The course of nonverbal exchanges is probably more predictable in leader-driven, structured interactions (e.g., classrooms, workplace meetings, or religious services) than in nominally-leaderless interactions (e.g., holiday dinners, wedding receptions, or parties). In the former case, there is often a specific goal or agenda managed by the leader who commands most of the attention. In these kinds of gatherings, verbal communication is often asymmetric, with leaders initiating most of the comments and members responding to them. Even though audience members may say little or nothing in some group meetings, their nonverbal behavior can signal attention, enthusiasm, or the opposite—boredom, frustration, or confusion. In addition, a range of expressive reactions from audience members can indicate approval or disapproval of the speaker’s comments that, in turn, may affect the speaker’s subsequent verbal and nonverbal reactions.

Many multiple-person exchanges involve unfocused interactions. As people walk the aisle of a busy store, enter a line at a boarding gate, or choose a seat in a nearly-full waiting room, others nearby often make compensatory adjustments to the newcomer’s presence. In these situations, most people attempt, consciously or not, to position themselves according to their preferred level of privacy (Altman 1975). When additional people enter a gathering, the momentary levels of privacy established by each individual are disrupted, especially for those closest to the intrusion. Like birds who sequentially reposition themselves on a telephone line when a new bird arrives, individuals in unfocused interactions make similar adjustments to a newcomer in their midst. The compensatory adjustments are greatest at the point of intrusion and then rapidly diminish toward the periphery, like the ripples from a pebble tossed into a still pond. Knowles (1983) noted this dynamic in his social gravity model of perceived crowding, proposing that crowding increases as the square root of the audience size and decreases as the square root of its distance from the group’s center.

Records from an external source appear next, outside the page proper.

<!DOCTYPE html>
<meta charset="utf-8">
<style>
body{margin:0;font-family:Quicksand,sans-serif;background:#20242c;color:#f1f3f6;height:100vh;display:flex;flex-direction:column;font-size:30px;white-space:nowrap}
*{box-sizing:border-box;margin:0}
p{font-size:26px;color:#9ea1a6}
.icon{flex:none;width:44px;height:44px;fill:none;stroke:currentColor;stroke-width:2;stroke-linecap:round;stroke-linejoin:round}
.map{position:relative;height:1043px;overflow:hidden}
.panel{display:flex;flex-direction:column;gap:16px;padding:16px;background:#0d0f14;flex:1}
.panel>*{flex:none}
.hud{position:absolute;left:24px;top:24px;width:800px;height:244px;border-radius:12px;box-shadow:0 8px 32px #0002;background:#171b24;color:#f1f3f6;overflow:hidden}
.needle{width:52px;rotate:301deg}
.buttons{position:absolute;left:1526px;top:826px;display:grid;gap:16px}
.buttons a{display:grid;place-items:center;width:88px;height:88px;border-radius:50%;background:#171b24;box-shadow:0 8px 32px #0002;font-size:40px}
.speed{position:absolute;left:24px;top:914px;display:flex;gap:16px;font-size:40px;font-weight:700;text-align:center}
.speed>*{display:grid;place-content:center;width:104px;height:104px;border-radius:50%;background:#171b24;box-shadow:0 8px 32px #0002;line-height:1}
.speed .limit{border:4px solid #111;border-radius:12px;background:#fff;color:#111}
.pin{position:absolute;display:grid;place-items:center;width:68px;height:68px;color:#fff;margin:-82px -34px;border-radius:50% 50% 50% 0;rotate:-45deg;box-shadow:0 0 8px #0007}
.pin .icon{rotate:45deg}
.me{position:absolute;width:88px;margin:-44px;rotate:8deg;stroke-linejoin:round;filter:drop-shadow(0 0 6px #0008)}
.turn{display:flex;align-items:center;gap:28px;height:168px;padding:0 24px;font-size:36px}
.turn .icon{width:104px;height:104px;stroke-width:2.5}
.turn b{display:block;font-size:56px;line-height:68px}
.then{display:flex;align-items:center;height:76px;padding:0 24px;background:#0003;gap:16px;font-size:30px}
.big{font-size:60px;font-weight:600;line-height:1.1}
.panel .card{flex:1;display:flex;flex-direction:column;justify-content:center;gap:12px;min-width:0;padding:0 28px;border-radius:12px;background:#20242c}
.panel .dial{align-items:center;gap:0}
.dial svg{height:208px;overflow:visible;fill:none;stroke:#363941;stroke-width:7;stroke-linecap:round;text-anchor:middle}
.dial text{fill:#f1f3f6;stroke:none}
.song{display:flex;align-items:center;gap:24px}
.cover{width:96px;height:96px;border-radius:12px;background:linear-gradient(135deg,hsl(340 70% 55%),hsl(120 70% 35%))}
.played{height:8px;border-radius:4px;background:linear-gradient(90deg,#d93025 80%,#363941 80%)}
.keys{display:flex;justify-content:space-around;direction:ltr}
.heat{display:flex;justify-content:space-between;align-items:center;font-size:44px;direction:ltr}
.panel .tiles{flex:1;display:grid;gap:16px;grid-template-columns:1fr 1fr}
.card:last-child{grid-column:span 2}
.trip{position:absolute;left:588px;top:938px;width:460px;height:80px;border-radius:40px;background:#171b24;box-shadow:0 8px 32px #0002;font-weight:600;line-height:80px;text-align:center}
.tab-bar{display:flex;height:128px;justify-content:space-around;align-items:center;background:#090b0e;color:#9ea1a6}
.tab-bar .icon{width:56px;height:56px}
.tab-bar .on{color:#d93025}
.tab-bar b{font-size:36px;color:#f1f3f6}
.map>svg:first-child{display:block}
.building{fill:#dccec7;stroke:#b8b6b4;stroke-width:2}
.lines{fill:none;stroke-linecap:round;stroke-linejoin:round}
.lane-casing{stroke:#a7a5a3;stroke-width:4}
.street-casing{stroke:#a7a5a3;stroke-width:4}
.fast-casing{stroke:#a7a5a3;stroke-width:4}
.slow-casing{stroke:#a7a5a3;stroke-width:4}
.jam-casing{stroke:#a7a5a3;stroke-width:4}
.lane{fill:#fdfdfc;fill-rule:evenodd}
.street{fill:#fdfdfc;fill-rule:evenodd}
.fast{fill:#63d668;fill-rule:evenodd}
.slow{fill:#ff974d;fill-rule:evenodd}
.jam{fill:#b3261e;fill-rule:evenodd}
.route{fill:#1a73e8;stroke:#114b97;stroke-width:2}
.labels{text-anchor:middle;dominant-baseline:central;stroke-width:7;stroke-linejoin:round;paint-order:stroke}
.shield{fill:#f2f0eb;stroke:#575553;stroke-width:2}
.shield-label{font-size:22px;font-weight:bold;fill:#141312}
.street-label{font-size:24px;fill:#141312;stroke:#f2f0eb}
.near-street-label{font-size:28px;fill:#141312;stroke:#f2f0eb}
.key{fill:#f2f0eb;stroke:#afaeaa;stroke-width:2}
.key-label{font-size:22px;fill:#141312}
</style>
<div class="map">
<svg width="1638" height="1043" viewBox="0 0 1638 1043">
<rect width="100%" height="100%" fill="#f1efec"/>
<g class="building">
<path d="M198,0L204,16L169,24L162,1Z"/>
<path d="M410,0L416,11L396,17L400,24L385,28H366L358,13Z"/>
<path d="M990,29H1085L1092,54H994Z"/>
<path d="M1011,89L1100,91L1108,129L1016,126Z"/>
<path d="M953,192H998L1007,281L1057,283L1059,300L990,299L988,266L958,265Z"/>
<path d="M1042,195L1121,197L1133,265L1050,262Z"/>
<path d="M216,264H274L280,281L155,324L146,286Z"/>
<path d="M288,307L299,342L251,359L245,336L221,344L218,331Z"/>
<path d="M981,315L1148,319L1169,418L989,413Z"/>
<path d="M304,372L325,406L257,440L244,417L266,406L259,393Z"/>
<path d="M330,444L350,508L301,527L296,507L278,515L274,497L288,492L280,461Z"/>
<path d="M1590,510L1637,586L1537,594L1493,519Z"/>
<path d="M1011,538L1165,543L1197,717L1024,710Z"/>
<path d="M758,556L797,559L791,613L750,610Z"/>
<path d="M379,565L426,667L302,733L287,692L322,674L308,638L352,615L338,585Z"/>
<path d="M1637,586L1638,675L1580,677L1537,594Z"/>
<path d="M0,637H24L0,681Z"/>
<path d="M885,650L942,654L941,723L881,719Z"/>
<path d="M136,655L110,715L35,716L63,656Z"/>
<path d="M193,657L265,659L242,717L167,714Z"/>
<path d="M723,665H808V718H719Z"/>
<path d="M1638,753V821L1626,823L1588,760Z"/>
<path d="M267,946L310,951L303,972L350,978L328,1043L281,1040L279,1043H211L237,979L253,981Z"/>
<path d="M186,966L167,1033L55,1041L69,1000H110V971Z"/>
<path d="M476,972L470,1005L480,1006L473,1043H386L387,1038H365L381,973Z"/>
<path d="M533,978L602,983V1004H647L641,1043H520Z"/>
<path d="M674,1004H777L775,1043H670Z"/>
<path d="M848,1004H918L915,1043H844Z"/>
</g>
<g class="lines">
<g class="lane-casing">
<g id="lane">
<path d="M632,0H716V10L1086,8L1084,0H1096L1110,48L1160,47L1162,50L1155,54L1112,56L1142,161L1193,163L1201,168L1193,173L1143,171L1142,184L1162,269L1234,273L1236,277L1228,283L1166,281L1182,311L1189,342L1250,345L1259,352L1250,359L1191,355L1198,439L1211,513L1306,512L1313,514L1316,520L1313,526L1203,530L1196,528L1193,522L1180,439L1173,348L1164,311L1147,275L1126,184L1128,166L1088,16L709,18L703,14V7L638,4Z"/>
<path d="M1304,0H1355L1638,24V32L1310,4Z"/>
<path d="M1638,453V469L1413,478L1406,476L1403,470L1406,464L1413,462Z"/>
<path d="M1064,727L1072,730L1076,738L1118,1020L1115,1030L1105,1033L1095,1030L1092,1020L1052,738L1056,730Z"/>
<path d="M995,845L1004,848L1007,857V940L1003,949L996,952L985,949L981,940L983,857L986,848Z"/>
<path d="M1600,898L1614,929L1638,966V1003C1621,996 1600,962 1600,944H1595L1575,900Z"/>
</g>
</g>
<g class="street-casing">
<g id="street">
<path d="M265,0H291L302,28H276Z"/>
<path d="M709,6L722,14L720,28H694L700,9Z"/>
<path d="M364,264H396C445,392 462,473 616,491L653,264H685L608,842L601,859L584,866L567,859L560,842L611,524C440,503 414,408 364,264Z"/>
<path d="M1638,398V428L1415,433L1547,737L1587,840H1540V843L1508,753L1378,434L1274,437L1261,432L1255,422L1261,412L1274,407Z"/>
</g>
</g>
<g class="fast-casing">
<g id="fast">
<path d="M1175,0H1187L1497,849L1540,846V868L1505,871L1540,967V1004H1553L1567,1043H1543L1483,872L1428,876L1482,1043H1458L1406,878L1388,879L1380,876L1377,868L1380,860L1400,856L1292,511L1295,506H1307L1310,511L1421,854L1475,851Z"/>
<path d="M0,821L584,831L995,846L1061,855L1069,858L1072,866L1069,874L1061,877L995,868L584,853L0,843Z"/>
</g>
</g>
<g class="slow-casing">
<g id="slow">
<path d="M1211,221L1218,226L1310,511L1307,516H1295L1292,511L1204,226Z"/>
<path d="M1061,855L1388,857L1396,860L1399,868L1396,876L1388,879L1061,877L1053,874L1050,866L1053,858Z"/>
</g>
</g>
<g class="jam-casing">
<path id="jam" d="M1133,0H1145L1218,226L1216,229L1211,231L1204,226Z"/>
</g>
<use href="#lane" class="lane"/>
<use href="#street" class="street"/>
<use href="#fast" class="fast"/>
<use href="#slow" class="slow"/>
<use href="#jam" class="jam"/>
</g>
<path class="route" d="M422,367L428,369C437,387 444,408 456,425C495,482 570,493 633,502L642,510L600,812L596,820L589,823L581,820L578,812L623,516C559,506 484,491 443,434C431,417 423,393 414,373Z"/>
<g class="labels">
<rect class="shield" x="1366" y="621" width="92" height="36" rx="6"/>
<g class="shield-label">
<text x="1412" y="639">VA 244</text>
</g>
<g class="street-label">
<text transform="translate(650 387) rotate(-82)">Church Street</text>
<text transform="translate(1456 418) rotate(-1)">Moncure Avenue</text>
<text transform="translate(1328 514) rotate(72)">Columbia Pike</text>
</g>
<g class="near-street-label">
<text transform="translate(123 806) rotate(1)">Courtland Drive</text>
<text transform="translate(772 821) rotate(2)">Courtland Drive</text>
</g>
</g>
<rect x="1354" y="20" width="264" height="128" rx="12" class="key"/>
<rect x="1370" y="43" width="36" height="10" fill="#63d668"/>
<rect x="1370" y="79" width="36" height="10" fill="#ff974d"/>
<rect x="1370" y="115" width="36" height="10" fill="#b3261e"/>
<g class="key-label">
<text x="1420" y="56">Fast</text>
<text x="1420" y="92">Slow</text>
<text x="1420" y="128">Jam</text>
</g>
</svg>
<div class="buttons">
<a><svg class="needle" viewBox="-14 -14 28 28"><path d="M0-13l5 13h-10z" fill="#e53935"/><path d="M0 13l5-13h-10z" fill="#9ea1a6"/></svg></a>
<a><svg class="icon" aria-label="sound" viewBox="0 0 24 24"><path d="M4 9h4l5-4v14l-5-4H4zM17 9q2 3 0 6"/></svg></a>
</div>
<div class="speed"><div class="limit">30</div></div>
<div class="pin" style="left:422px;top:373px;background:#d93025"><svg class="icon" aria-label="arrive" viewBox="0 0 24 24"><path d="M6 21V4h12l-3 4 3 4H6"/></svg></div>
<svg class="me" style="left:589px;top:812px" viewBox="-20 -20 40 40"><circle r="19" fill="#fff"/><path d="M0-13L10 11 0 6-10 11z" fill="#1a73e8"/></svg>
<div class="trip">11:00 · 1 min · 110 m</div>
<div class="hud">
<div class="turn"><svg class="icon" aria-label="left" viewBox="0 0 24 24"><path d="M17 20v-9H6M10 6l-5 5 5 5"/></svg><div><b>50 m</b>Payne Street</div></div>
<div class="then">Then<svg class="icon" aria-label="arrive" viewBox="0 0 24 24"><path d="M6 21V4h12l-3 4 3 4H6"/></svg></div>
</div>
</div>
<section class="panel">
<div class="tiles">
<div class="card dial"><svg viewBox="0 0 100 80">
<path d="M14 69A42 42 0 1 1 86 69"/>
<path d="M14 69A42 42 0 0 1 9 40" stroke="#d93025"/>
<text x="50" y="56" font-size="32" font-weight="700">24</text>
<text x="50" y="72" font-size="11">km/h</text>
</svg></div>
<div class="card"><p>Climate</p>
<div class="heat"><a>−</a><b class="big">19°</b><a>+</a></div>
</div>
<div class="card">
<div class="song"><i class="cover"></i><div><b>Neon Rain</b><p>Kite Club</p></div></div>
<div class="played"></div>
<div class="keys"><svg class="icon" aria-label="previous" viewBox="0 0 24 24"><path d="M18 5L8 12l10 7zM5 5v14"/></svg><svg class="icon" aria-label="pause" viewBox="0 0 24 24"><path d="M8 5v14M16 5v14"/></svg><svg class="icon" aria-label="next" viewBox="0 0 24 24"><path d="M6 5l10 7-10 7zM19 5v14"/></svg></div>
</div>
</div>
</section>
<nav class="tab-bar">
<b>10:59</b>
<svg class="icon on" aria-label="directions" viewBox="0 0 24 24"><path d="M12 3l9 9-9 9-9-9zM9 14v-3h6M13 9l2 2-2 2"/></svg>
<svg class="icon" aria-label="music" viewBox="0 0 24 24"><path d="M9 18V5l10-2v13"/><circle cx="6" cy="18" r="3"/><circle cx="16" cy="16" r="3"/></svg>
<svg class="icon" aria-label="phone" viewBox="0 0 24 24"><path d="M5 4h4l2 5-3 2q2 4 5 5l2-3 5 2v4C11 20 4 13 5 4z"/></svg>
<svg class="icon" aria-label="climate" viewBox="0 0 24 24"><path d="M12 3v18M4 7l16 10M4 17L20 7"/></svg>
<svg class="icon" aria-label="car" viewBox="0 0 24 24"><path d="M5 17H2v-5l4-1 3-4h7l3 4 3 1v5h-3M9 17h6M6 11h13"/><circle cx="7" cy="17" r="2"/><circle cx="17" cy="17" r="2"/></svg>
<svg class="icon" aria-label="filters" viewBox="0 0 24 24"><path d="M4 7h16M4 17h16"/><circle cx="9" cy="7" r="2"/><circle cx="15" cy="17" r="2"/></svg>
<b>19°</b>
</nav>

In the context of the present systems model (see Fig. 4), perceived crowding would be subsumed under the perceptual and cognitive-affective processes that, in turn, mediates behavior adjustments to the intrusion. The behavioral coordination with surrounding others in the interaction cell feeds back to goals. If the goal of desired privacy is attained, there is momentary stability; if not, additional cycling through these processes ensues. And, consistent with the “ripple effect” and Knowles’ (1983) social gravity model, perceived crowding and subsequent behavioral adjustments would diminish with distance from the intrusion. Of course, the particular patterns are affected by the determinants listed earlier—biology, culture, gender, and personality—and the constraints of the immediate environment.

Conclusion

The systems model provides a comprehensive, integrative approach to conceptualizing dyadic nonverbal interaction. The model’s emphasis on the social ecology of interactions directs particular attention to the reciprocal links between the physical environment and both individual and dyadic processes. In general, nonverbal interactions may be viewed as goal-oriented behavioral exchanges between partners shaped by interdependent perceptual, cognitive, and affective processes. Although automaticity is the default setting for both behavioral and social judgment processes, controlled processing is possible when adequate cognitive resources are available and there is sufficient motivation to engage those resources. Controlled processes are likelier as individuals’ social goals are not attained and when there is instability in the interactions. Although the systems model is broad in scope and descriptive in nature, specific links in the model should be amenable to hypothesis-testing. Furthermore, the systems model has special relevance for rapidly-developing communication technologies, including human–robot interactions. Future research will determine its ultimate utility and its place in the evolution of new theories.